TASK INPUTS:
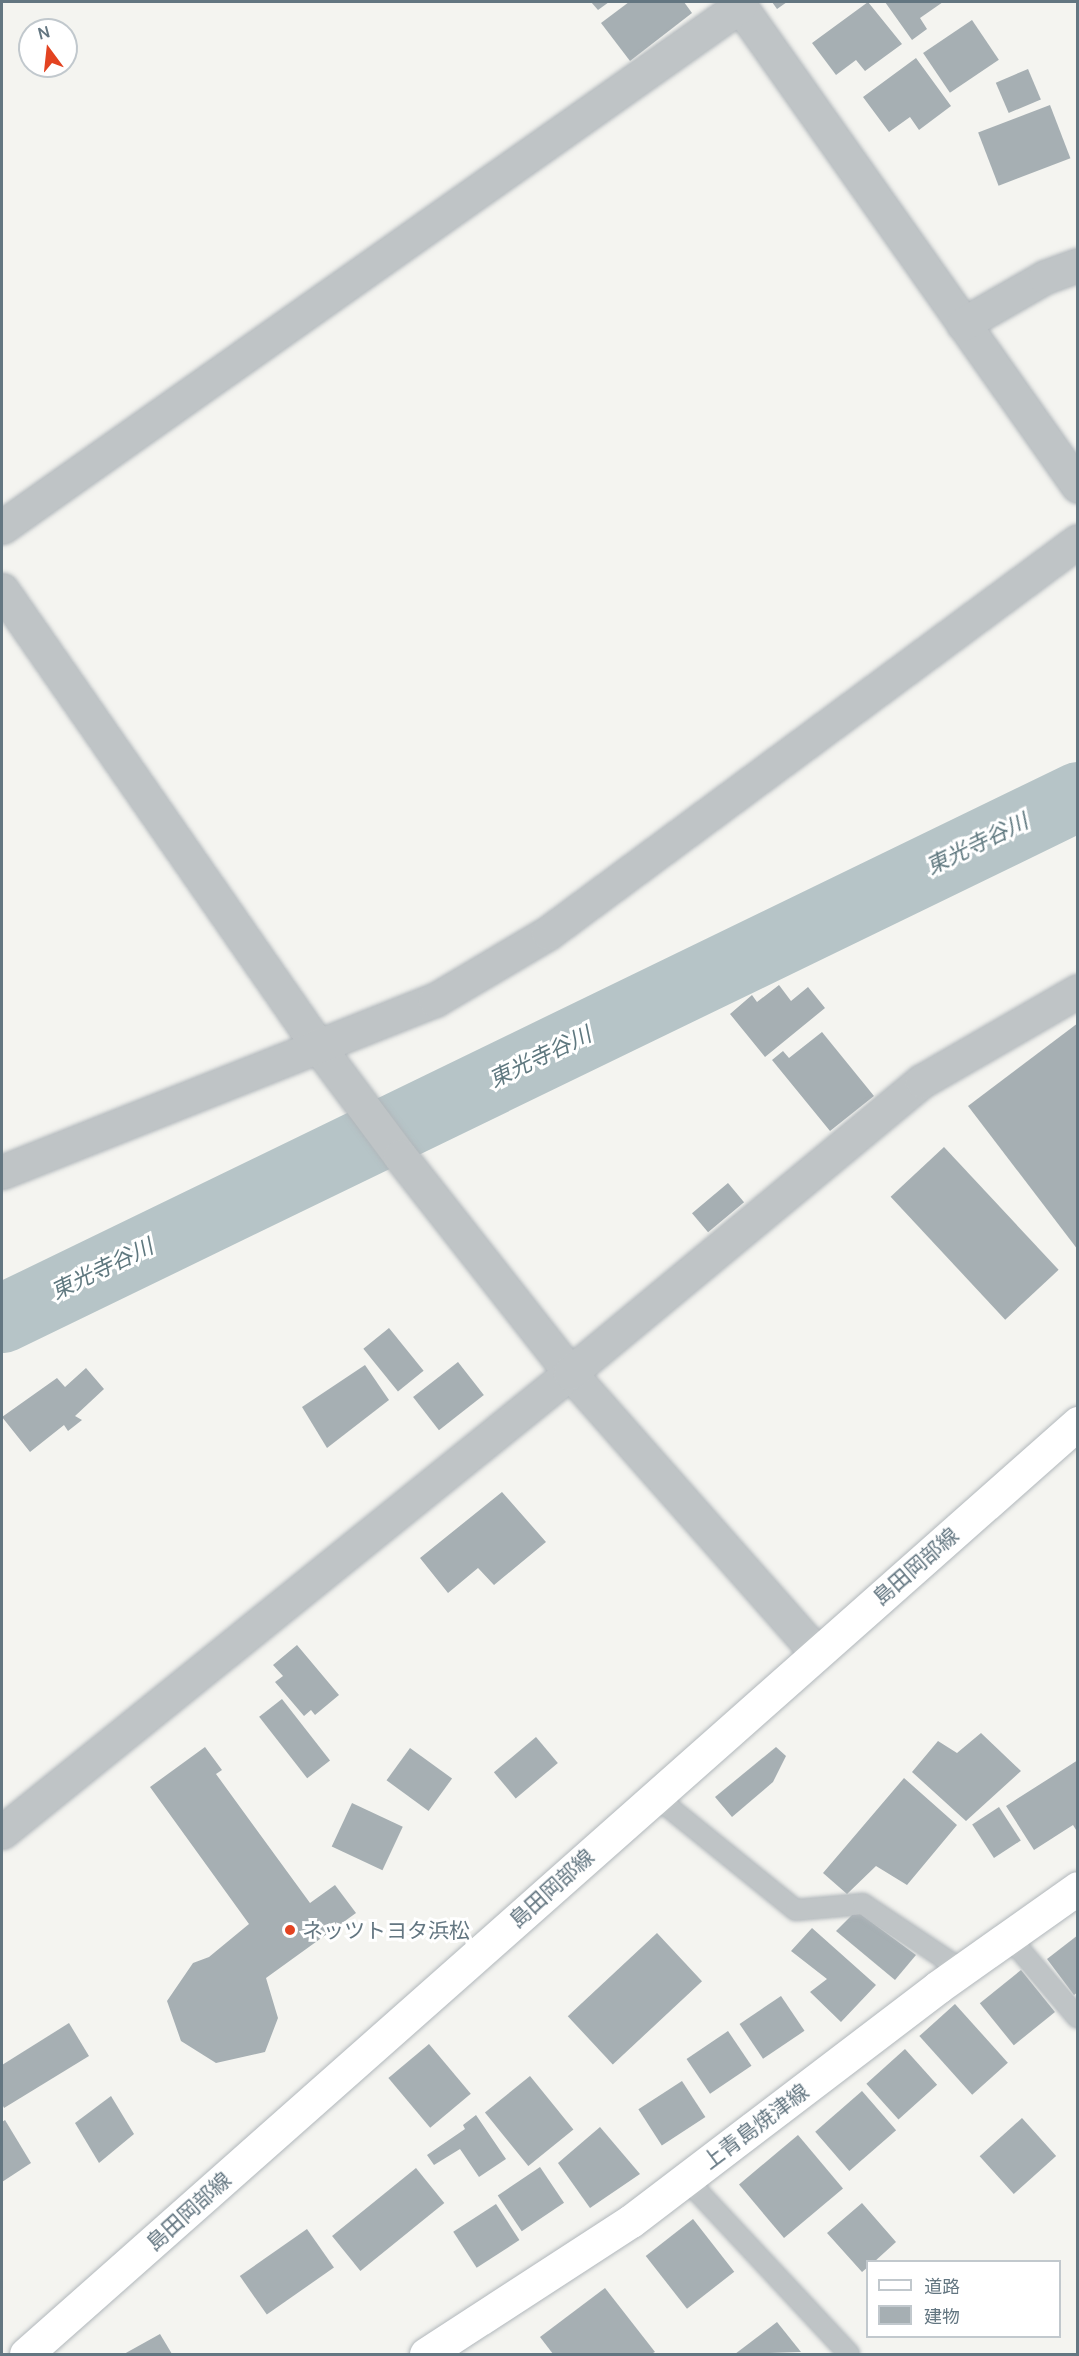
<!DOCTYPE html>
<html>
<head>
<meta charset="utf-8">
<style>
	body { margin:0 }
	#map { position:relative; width:1079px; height:2356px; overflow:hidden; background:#f4f4f0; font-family:Manrope,"Noto Sans JP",sans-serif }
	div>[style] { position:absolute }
	.river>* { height:69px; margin:-34.5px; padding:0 34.5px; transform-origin:34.5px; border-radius:34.5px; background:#b6c4c7 }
	.building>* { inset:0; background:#a6afb3; transform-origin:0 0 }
	.roads { filter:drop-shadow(0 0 2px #b1b7bb) drop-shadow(0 0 2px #b1b7bb) }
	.service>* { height:20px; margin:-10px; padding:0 10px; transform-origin:10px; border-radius:10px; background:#bfc4c6 }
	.minor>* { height:33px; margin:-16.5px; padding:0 16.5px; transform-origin:16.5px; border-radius:16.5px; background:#bfc4c6 }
	.secondary>* { height:33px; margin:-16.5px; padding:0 16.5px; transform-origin:16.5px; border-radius:16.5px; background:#fff }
	.dots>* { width:16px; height:16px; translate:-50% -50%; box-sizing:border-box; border:3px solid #fff; border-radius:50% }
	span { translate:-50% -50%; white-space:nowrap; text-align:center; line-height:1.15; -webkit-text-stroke:6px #fff; paint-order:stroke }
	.street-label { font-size:21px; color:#637681 }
	.poi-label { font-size:21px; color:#637681 }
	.left { translate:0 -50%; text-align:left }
	.water-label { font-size:22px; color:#5f787f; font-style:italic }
	.frame { position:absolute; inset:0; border:3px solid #637681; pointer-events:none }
	.legend { position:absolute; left:866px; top:2260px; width:195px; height:78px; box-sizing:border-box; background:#fff; border:2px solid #c1c8cd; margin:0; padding:8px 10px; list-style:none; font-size:18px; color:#637681 }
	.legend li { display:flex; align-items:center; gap:12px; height:30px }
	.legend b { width:30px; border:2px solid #c1c8cd }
	.north { position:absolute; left:18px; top:18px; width:60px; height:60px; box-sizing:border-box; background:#fff; border:2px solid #c1c8cd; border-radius:50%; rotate:345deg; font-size:16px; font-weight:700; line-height:24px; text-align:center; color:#637681 }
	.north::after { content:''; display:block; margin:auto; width:21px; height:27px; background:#e34321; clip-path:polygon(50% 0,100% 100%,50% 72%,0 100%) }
</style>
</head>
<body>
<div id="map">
	<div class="river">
		<i style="left:2px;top:1318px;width:1196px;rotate:-25.88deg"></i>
	</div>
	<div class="building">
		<i style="clip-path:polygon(591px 2px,609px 2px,598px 10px)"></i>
		<i style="clip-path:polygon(629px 2px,684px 2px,692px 13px,630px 61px,601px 23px)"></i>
		<i style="clip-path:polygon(772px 2px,787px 2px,777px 9px)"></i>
		<i style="clip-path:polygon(868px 2px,902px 44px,865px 71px,856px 60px,836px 75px,812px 43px)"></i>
		<i style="clip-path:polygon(885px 2px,943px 2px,920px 18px,927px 29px,912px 40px)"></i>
		<i style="left:972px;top:20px;width:48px;height:59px;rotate:56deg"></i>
		<i style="clip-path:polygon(916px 58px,951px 106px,919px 130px,910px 117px,889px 132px,863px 97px)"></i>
		<i style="left:1028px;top:69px;width:33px;height:35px;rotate:67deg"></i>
		<i style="left:1050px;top:105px;width:57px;height:77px;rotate:69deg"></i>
		<i style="clip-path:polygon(779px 985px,791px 1001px,808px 987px,825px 1008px,765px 1057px,730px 1014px,752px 995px,757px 1002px)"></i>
		<i style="clip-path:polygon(1078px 1023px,1078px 1250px,968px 1106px)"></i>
		<i style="clip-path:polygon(822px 1032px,874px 1096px,830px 1131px,772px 1060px,783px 1051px,789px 1058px)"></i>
		<i style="left:944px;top:1147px;width:168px;height:73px;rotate:47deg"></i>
		<i style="left:728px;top:1183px;width:25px;height:47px;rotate:50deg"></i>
		<i style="left:389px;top:1328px;width:55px;height:33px;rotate:51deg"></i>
		<i style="left:458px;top:1362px;width:42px;height:57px;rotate:52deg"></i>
		<i style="clip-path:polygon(365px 1365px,389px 1400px,327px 1448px,302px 1407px)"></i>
		<i style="clip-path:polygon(86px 1368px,104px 1389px,75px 1416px,82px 1420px,68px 1431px,64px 1425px,30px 1452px,2px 1417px,57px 1378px,65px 1387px)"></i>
		<i style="clip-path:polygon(502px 1492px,546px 1542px,494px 1585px,478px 1568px,448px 1593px,420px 1558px)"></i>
		<i style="clip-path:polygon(297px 1645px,339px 1695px,315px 1715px,311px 1710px,304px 1716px,275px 1682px,283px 1676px,273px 1665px)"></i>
		<i style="left:282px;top:1699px;width:78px;height:29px;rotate:52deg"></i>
		<i style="clip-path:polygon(981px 1733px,1021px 1771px,966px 1821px,912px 1772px,938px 1741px,957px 1753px)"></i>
		<i style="left:536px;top:1737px;width:34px;height:55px;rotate:50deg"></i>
		<i style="clip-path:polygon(205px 1747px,222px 1770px,216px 1774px,310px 1903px,335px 1885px,356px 1913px,266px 1978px,278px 2018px,265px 2052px,216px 2063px,181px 2041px,167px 2001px,193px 1963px,209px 1957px,249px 1924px,150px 1787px)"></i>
		<i style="clip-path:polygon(776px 1747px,786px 1756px,773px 1782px,732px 1817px,715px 1797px)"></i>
		<i style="left:410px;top:1748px;width:52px;height:40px;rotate:36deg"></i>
		<i style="clip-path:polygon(1078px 1760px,1078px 1833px,1073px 1825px,1034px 1850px,1006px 1806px)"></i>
		<i style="clip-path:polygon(904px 1778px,957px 1825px,907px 1885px,876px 1866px,847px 1894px,823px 1873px)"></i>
		<i style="left:352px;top:1803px;width:56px;height:48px;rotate:25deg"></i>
		<i style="left:999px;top:1807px;width:40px;height:32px;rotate:57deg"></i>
		<i style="clip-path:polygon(856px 1911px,916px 1955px,895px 1980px,836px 1931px)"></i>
		<i style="clip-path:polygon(812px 1928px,876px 1985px,841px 2022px,810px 1992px,827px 1979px,791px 1951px)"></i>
		<i style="left:657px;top:1933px;width:66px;height:122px;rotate:47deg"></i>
		<i style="clip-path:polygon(1078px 1935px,1078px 1992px,1074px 1995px,1047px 1959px)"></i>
		<i style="left:1021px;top:1970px;width:54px;height:53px;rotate:51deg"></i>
		<i style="left:781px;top:1996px;width:42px;height:50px;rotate:56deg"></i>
		<i style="left:955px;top:2004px;width:79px;height:48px;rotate:48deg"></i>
		<i style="clip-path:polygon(69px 2023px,89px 2056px,4px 2108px,2px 2104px,2px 2065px)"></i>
		<i style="left:728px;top:2031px;width:42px;height:50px;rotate:56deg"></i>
		<i style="left:429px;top:2044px;width:65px;height:53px;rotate:50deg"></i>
		<i style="left:905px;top:2049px;width:48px;height:52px;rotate:48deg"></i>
		<i style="left:530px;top:2076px;width:69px;height:58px;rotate:51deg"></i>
		<i style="left:682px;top:2081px;width:43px;height:52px;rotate:57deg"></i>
		<i style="left:862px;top:2091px;width:52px;height:62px;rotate:49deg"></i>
		<i style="clip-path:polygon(111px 2096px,134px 2134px,99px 2163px,75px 2123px)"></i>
		<i style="clip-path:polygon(476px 2115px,506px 2159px,479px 2177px,460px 2149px,434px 2165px,427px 2155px,465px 2129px,463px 2125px)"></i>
		<i style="left:1022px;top:2118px;width:51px;height:57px;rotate:48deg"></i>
		<i style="clip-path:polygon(5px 2120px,31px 2163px,2px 2182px,2px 2122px)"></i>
		<i style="clip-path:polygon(600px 2127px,640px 2174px,590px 2208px,558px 2163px)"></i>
		<i style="left:798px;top:2135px;width:70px;height:77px;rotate:50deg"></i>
		<i style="left:540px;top:2167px;width:43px;height:51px;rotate:56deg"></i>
		<i style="left:416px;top:2168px;width:45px;height:108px;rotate:51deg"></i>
		<i style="clip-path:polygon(862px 2203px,896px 2242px,874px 2262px,868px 2262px,868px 2267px,862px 2272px,827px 2233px)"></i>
		<i style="left:496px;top:2204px;width:43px;height:51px;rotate:57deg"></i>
		<i style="left:693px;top:2219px;width:67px;height:60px;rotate:52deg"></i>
		<i style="left:307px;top:2229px;width:47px;height:82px;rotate:55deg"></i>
		<i style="clip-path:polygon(605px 2288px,655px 2352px,651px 2354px,553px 2354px,540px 2337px)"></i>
		<i style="clip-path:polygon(777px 2322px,801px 2352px,735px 2354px)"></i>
		<i style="clip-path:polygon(160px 2334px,172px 2354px,124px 2354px)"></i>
	</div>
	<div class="roads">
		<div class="service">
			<i style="left:655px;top:1796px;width:181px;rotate:39deg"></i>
			<i style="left:796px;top:1910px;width:67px;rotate:-5.1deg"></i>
			<i style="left:863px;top:1904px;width:119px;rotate:33.7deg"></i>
			<i style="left:1009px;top:1937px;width:106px;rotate:49.6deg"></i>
			<i style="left:686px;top:2179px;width:239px;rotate:47deg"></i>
		</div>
		<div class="minor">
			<i style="left:737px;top:2px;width:592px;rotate:54.83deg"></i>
			<i style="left:963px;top:324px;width:95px;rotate:-29.8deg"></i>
			<i style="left:1045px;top:277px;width:35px;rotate:-20deg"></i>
			<i style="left:2px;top:527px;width:903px;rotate:-35.22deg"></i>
			<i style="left:2px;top:590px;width:555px;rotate:55.28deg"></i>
			<i style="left:318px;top:1046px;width:137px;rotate:53.3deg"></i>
			<i style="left:400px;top:1156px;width:276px;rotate:51.9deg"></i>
			<i style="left:570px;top:1373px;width:372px;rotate:48.6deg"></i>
			<i style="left:2px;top:1172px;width:466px;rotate:-21.7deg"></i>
			<i style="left:435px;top:1000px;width:131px;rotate:-30.7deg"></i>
			<i style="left:548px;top:933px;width:659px;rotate:-36.49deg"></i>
			<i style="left:2px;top:1832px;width:730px;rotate:-38.94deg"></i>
			<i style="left:570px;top:1373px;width:457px;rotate:-39.7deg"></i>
			<i style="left:922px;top:1081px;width:180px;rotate:-30deg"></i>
		</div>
		<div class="secondary">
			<i style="left:26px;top:2354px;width:1405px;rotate:-41.51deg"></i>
			<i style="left:426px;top:2354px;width:244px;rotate:-33deg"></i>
			<i style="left:631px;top:2221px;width:386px;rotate:-37.3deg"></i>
			<i style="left:938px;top:1987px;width:171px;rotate:-35.3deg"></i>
		</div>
	</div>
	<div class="dots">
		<i style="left:290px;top:1930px;background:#e34321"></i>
	</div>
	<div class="street-label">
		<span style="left:915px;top:1566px;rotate:-41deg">島田岡部線</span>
		<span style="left:551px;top:1888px;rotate:-42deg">島田岡部線</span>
		<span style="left:755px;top:2126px;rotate:-37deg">上青島焼津線</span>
		<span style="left:188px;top:2211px;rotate:-42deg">島田岡部線</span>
	</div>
	<div class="poi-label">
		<span class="left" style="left:302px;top:1930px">ネッツトヨタ浜松</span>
	</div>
	<div class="water-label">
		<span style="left:977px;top:844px;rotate:-26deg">東光寺谷川</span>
		<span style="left:540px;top:1057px;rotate:-26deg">東光寺谷川</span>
		<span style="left:102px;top:1269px;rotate:-26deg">東光寺谷川</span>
	</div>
	<div class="frame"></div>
	<ul class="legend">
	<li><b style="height:8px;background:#fff"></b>道路</li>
	<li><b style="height:16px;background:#a6afb3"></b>建物</li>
	</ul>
	<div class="north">N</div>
</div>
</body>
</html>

WORK ITEM:
Output, line for line and exactly, the records above from their first line through the one with "position:relative; width:1079px; height:2356px;", both ends included, but no pictures.

SOLUTION BELOW:
<!DOCTYPE html>
<html>
<head>
<meta charset="utf-8">
<style>
	body { margin:0 }
	#map { position:relative; width:1079px; height:2356px; overflow:hidden; background:#f4f4f0; font-family:Manrope,"Noto Sans JP",sans-serif }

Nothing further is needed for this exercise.